Pulmonary Vascular Resistance (PVR) is a hemodynamic measurement reflecting the force opposing blood flow through the vessels of the lungs. The pulmonary circulation is a low-pressure system, unlike the body’s main circulatory system. PVR quantifies how easily blood moves from the right side of the heart through the lungs for oxygenation. This measurement provides insight into the health and functionality of the pulmonary arteries and arterioles. An abnormal PVR reading indicates a significant health issue, guiding clinicians toward diagnosis and treatment. PVR is a key metric for evaluating cardiac and respiratory health, especially in pulmonary diseases.
Understanding Pulmonary Vascular Resistance (PVR)
Pulmonary Vascular Resistance represents the friction and obstruction blood encounters as it traverses the pulmonary circuit. The blood vessels in the lungs are highly compliant, meaning they easily expand to accommodate the entire output of the right side of the heart at very low pressure. This unique, low-resistance environment maximizes gas exchange by allowing blood to flow slowly and efficiently past the air sacs.
Resistance is generated by the structure and tone of the small pulmonary arteries and arterioles, which distribute blood flow. When these vessels narrow, stiffen, or become obstructed—a process known as remodeling—the resistance increases significantly. Like water flowing through a narrowed hose, increased resistance requires higher pressure to maintain flow. The radius of these vessels is the greatest determinant of resistance.
How PVR is Measured and the Normal Range
The calculation of PVR relies on measuring pressures and flow within the heart and lungs, a process that requires a specialized procedure called right heart catheterization. During this invasive procedure, a thin, flexible tube is guided into the heart’s right chambers and into the pulmonary artery to gather hemodynamic data. The gold standard for determining PVR uses an adaptation of Ohm’s law, similar to how electrical resistance is calculated.

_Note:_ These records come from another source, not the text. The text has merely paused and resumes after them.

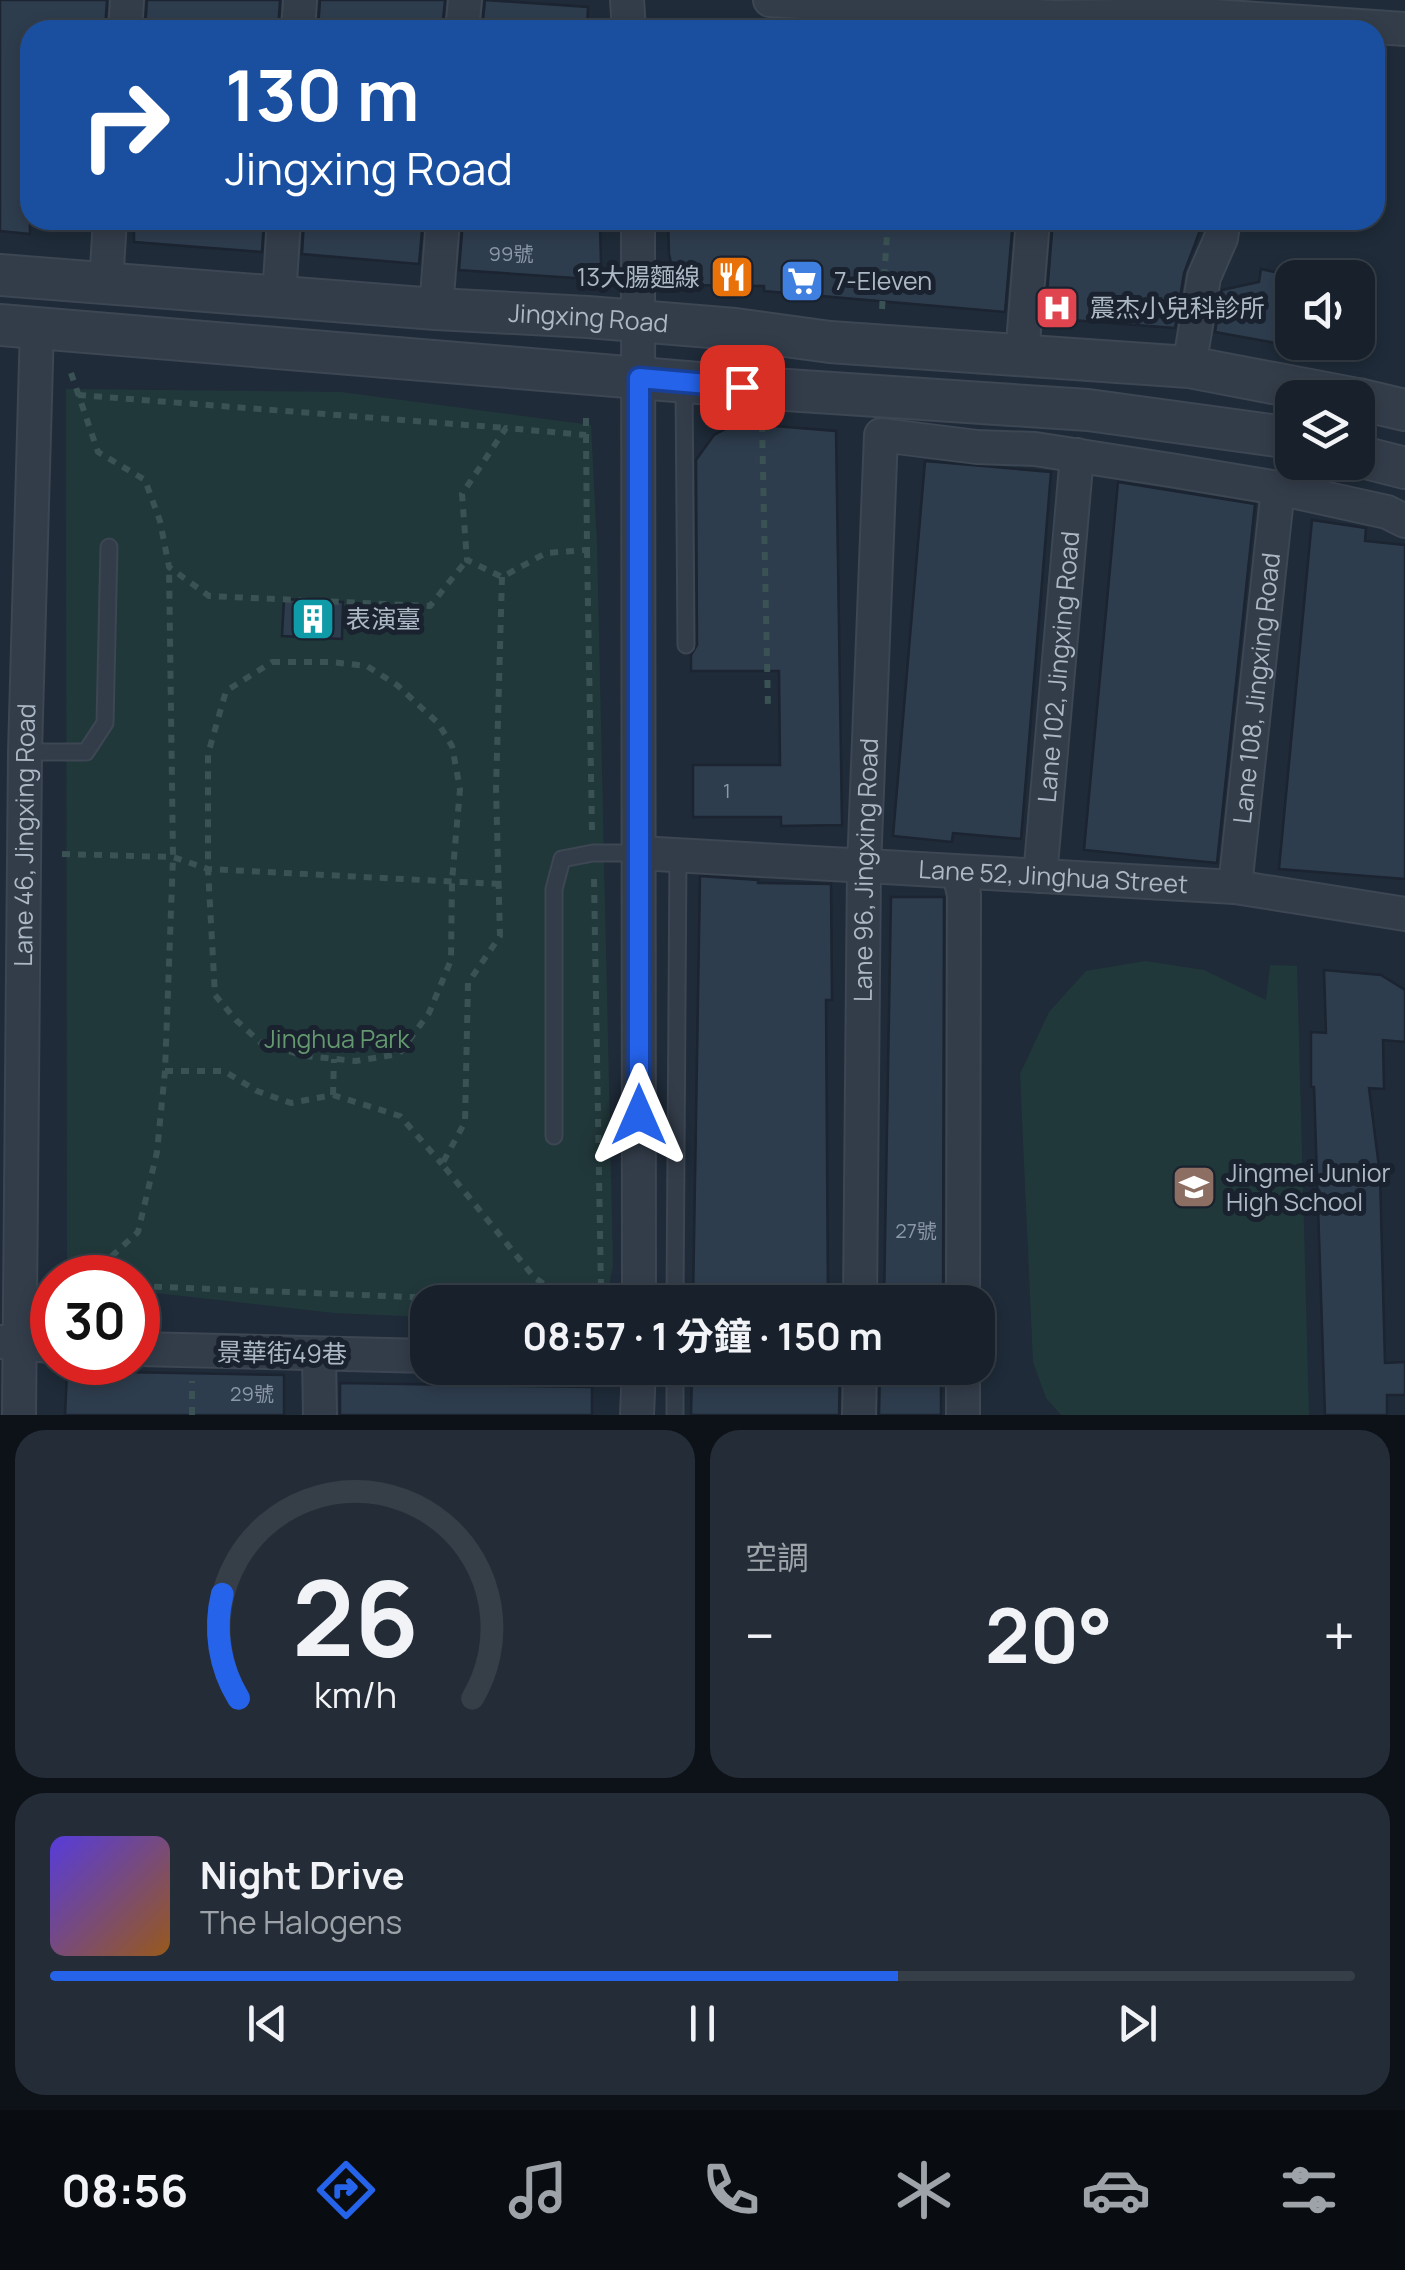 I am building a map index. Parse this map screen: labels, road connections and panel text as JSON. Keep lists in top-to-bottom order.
{
  "streets": {
    "street": [
      "Jingxing Road",
      "Lane 102, Jingxing Road",
      "Lane 108, Jingxing Road",
      "Lane 46, Jingxing Road",
      "Lane 96, Jingxing Road",
      "Lane 52, Jinghua Street",
      "景華街49巷"
    ]
  },
  "crossings": [
    ["Lane 102, Jingxing Road", "Lane 96, Jingxing Road"],
    ["Lane 102, Jingxing Road", "Lane 52, Jinghua Street"],
    ["Lane 108, Jingxing Road", "Lane 52, Jinghua Street"],
    ["Lane 96, Jingxing Road", "Lane 52, Jinghua Street"]
  ],
  "parks": ["Jinghua Park"],
  "places": {
    "restaurant": ["13大腸麵線"],
    "supermarket": ["7-Eleven"],
    "hospital": ["震杰小兒科診所"],
    "building": ["表演臺"],
    "school or university": ["Jingmei Junior High School"]
  },
  "house_numbers": [
    "99號",
    "1",
    "27號",
    "29號"
  ],
  "page": {
    "turn": ["130 m", "Jingxing Road"],
    "limit": "30",
    "trip": "08:57 · 1 分鐘 · 150 m",
    "tile": "空調",
    "heat": ["−", "20°", "+"],
    "song": ["Night Drive", "The Halogens"],
    "tabs": "08:56",
    "gauge": ["26", "km/h"]
  }
}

The PVR formula is calculated by taking the pressure difference across the pulmonary circulation and dividing it by the blood flow, or cardiac output. Specifically, PVR equals the difference between the mean Pulmonary Artery Pressure and the Pulmonary Artery Wedge Pressure, divided by the Cardiac Output.

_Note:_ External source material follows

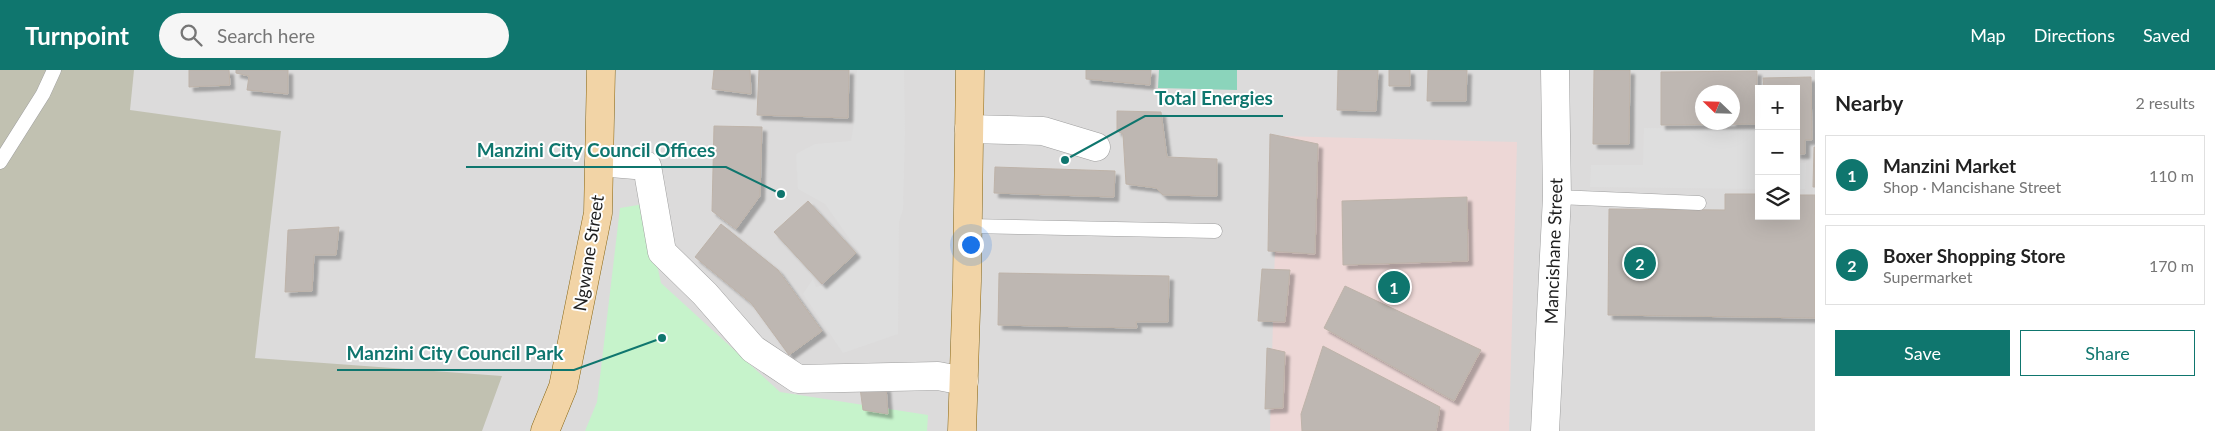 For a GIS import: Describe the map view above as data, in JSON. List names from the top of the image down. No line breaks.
{"streets":{"main road":["Ngwane Street"],"street":["Mancishane Street"]},"places":["Total Energies","Manzini City Council Offices","Manzini City Council Park"],"north":"top left","page":{"header":"Turnpoint","search":"Search here","nav":["Map","Directions","Saved"],"heading":["Nearby","2 results"],"map_buttons":["+","−"],"list":[{"mark":"1","name":"Manzini Market","note":"Shop · Mancishane Street","value":"110 m"},{"mark":"2","name":"Boxer Shopping Store","note":"Supermarket","value":"170 m"}],"pins":["2","1"],"buttons":["Save","Share"]}} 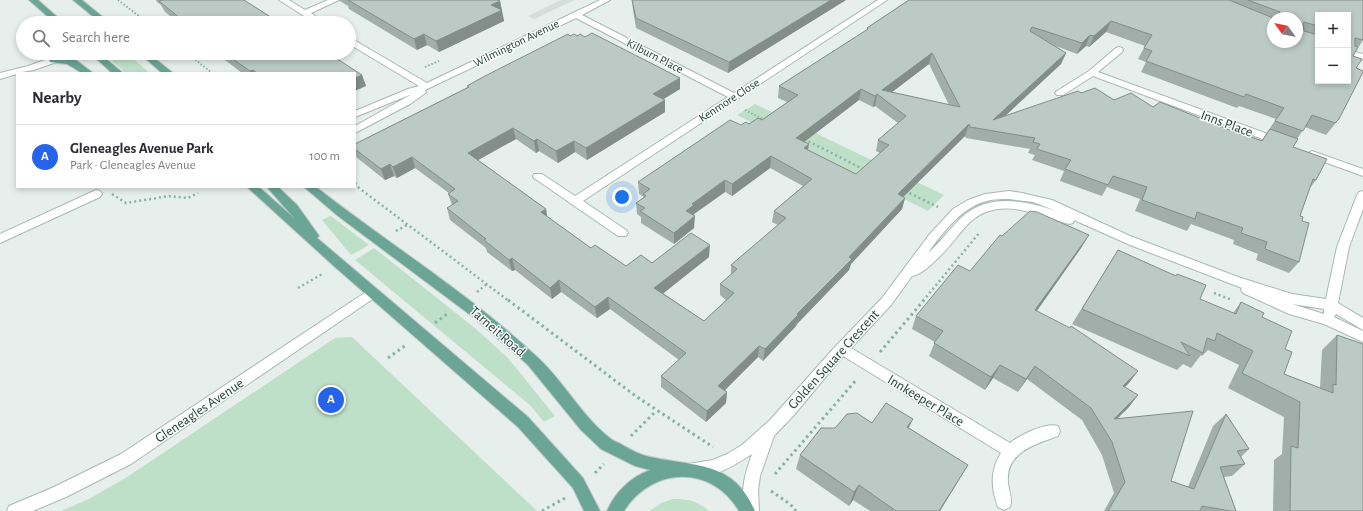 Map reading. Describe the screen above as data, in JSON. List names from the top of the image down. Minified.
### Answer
{"streets":{"main road":["Tarneit Road"],"street":["Wilmington Avenue","Kilburn Place","Kenmore Close","Inns Place","Golden Square Crescent","Innkeeper Place","Gleneagles Avenue"]},"crossings":[["Wilmington Avenue","Kilburn Place"],["Kilburn Place","Kenmore Close"],["Tarneit Road","Golden Square Crescent"],["Golden Square Crescent","Innkeeper Place"]],"north":"top left","page":{"map_buttons":["+","−"],"search":"Search here","heading":"Nearby","list":[{"mark":"A","name":"Gleneagles Avenue Park","note":"Park · Gleneagles Avenue","value":"100 m"}],"pins":"A"}}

The resulting value is reported in one of two standard units. The most common unit is the Wood unit (WU), where a normal PVR is considered less than 3 Wood units. Alternatively, resistance may be expressed in dynes-sec/cm⁻⁵, with a normal range cited as less than 240 dynes-sec/cm⁻⁵, which is equivalent to the 3 WU threshold.
The Impact of High PVR on the Heart and Lungs
An elevated PVR signifies that the pulmonary circulation is stiff or narrowed, forcing the right ventricle (RV) of the heart to expend more energy to pump blood forward. This chronic, high workload places strain on the right heart, defining Pulmonary Hypertension (PH). Over time, the RV muscle attempts to cope with this increased afterload by thickening, a compensatory process known as hypertrophy.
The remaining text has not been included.